Coronavirus Day #23 Gathering

Every day when I start my class, I ask my students a question and they respond by answering through an app on their phones called Mentimeter. After they’ve responded, I project the question and the answers on the screen. It sometimes looks like this:

This practice, called the gathering, is an expectation of all teachers in the educational network within which I teach. It’s a practice that sets the climate for collaboration, builds community, and allows every voice to heard, which is especially tricky in this virtual environment we find ourselves in. Our network feels so strongly about this practice, that we begin every staff meeting with a gathering, too.

On Friday, I started my day with the Cougars to College team meeting. This team’s goal is that all seniors would be accepted to a college or trade school. Most of our students will be first generation college students, so it is imperative that we provide a high level of support as they navigate the journey. As this meeting started, the facilitator, my principal, asked the question for our gathering, “What was the greatest barrier you faced in obtaining your college education?”

One member of the team said it was transitioning from small high school classes to the large lecture halls of the university. Another said it was moving from a Detroit high school to a university in Texas and realizing that though she was an honors student in high school, she was poorly equipped for the rigor of college. The youngest member of the team said he lost his grandmother during college, the person who had been his strongest cheerleader throughout his education. Each member of the team weighed in and was heard by all the other members who listened attentively. We all got to know each other a little better, and we all grew in our commitment to the cause of supporting our students on their quest for an education.

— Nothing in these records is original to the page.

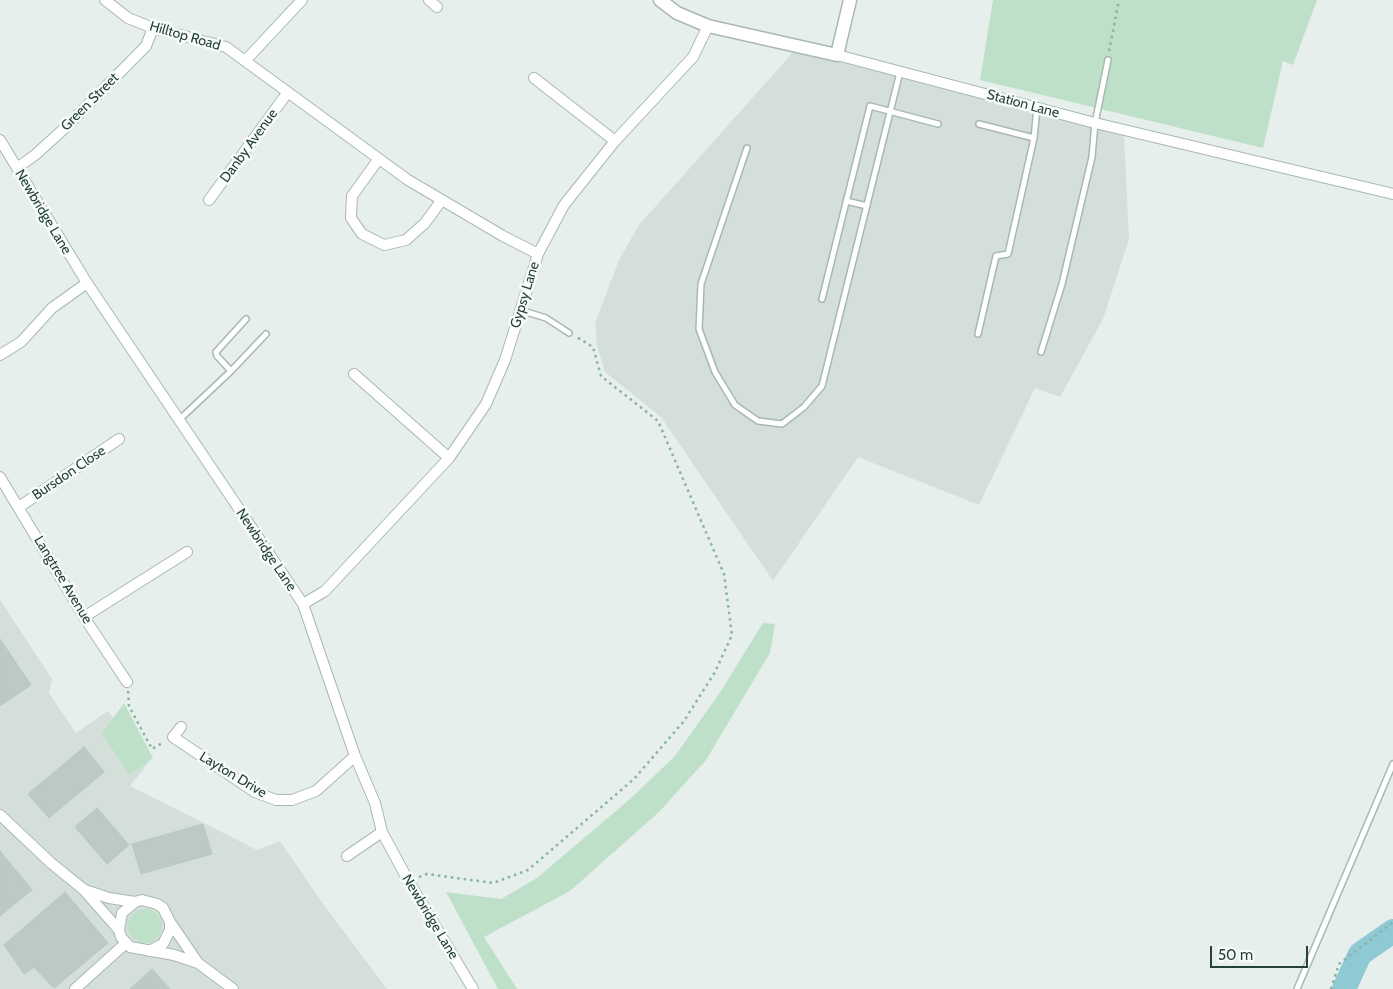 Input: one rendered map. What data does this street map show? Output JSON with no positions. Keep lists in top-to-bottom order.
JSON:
{
  "streets": {
    "street": [
      "Hilltop Road",
      "Green Street",
      "Station Lane",
      "Danby Avenue",
      "Newbridge Lane",
      "Gypsy Lane",
      "Bursdon Close",
      "Langtree Avenue",
      "Layton Drive"
    ]
  },
  "crossings": [
    ["Hilltop Road", "Green Street"],
    ["Green Street", "Newbridge Lane"],
    ["Station Lane", "Gypsy Lane"],
    ["Newbridge Lane", "Gypsy Lane"],
    ["Newbridge Lane", "Layton Drive"],
    ["Bursdon Close", "Langtree Avenue"]
  ],
  "scale_bar": "50 m"
}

From that meeting, I quickly transitioned to a class of students who are spending their senior year in their bedrooms, at their kitchen tables, or on their couches, logging into a zoom room on a chrome book that the school provided the week before the start of school. They are in various stages of disillusionment, diligence, depression, determination, and disengagement, and I’m teaching them how to write a college essay — in December of their senior year.

This is an activity that I have, in the past, taught during the junior year — long before my students start applying to colleges. I tell them, “I know you are not applying until next fall, but trust me, you’ll be glad to have this essay in your back pocket when you get there.” This year’s students had nothing in their back pockets when I met them — no SAT score (the tests were all cancelled during the pandemic), no essay draft, no real idea where they wanted to go to college, and not much drive to get started. Let’s be honest, I met them in month six of a global pandemic. They had been sent home in March, and many had done little schooling since then.

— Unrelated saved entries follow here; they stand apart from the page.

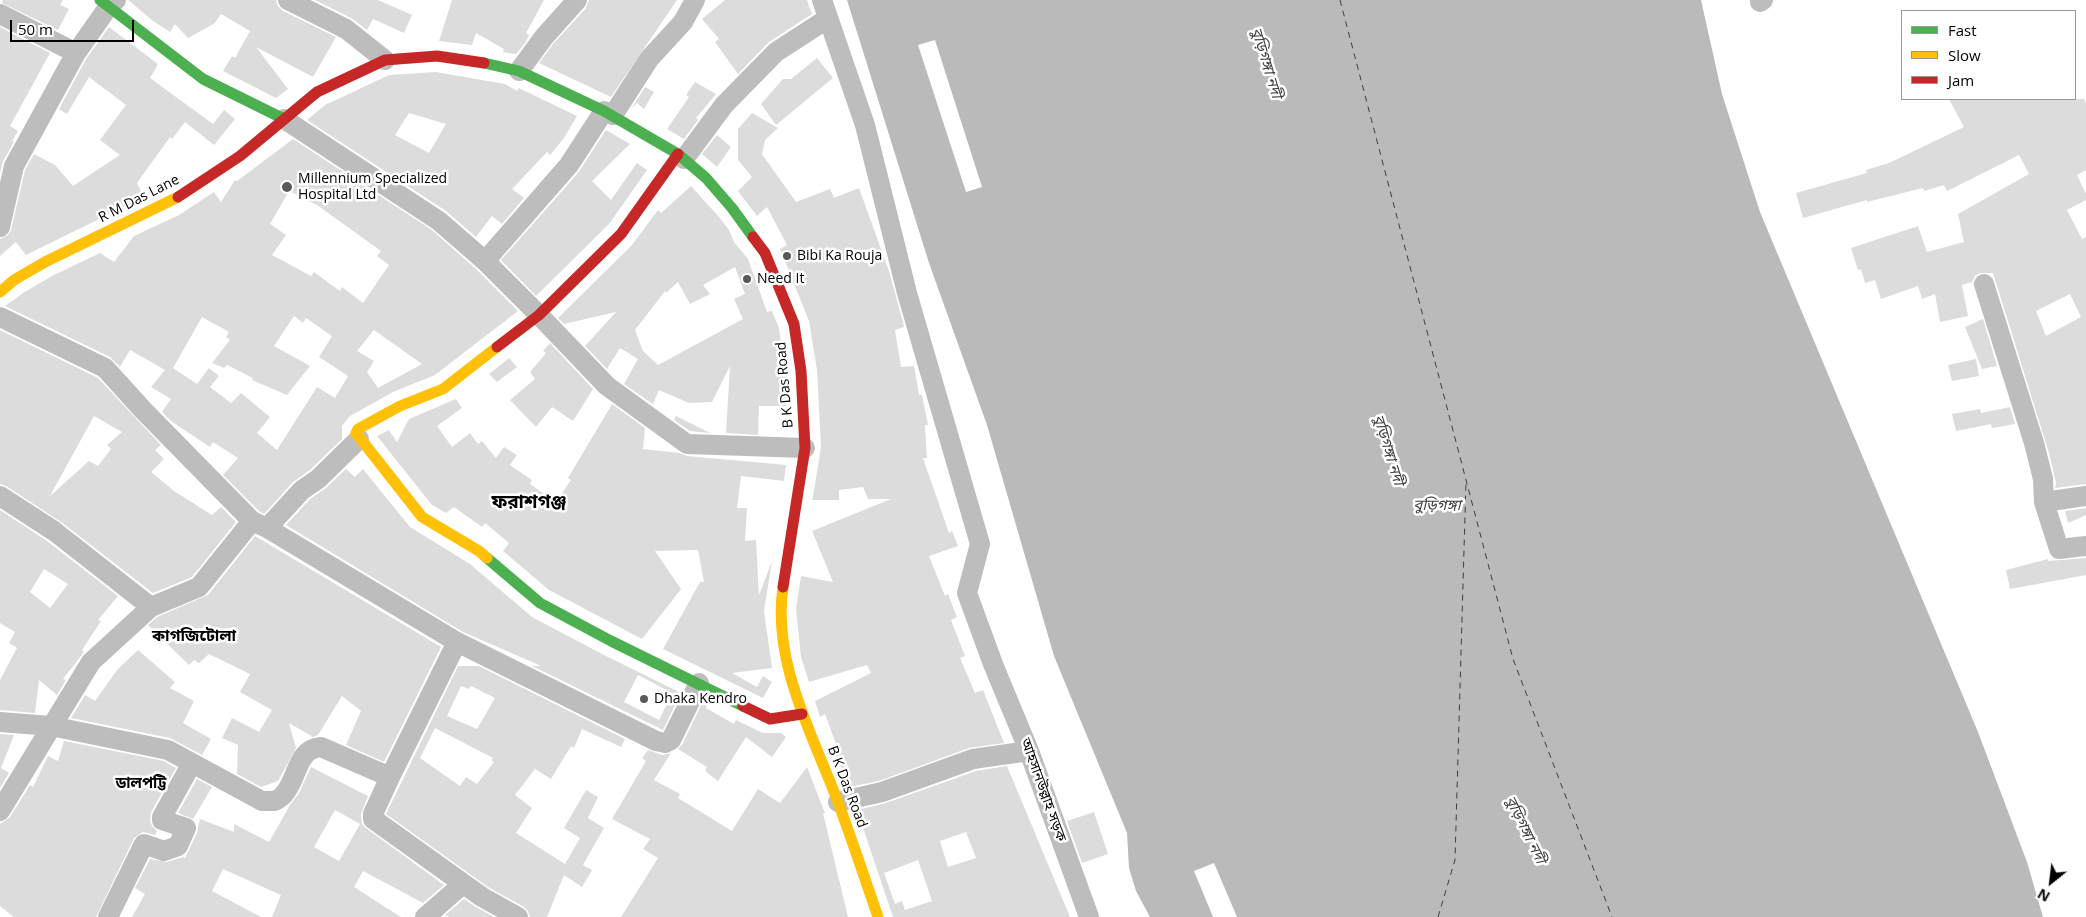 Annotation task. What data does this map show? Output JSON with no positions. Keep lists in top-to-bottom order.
{
  "streets": {
    "street": ["R M Das Lane", "B K Das Road", "আহসানউল্লাহ সড়ক"]
  },
  "crossings": [
    ["R M Das Lane", "B K Das Road"]
  ],
  "districts": ["ফরাশগঞ্জ", "কাগজিটোলা", "ডালপট্টি"],
  "water": ["বুড়িগঙ্গা নদী", "বুড়িগঙ্গা"],
  "places": [
    "Millennium Specialized Hospital Ltd",
    "Bibi Ka Rouja",
    "Need It",
    "Dhaka Kendro"
  ],
  "legend": ["Fast", "Slow", "Jam"],
  "scale_bar": "50 m",
  "north": "bottom left"
}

And here I come, little Miss Energetic, “Good morning! How are you today? It’s great to see you?” And I know that many of them are rolling over in bed, glancing at the screen, saying, “Seriously? Who is this lady?”

Nevertheless, I forge on, starting with a gathering, sharing the objectives for the day, moving to a formative assessment, providing the highest quality instruction I know how to provide in this virtual space, and encouraging them to engage, to ask questions, to complete the assignment, and to come to my office hours.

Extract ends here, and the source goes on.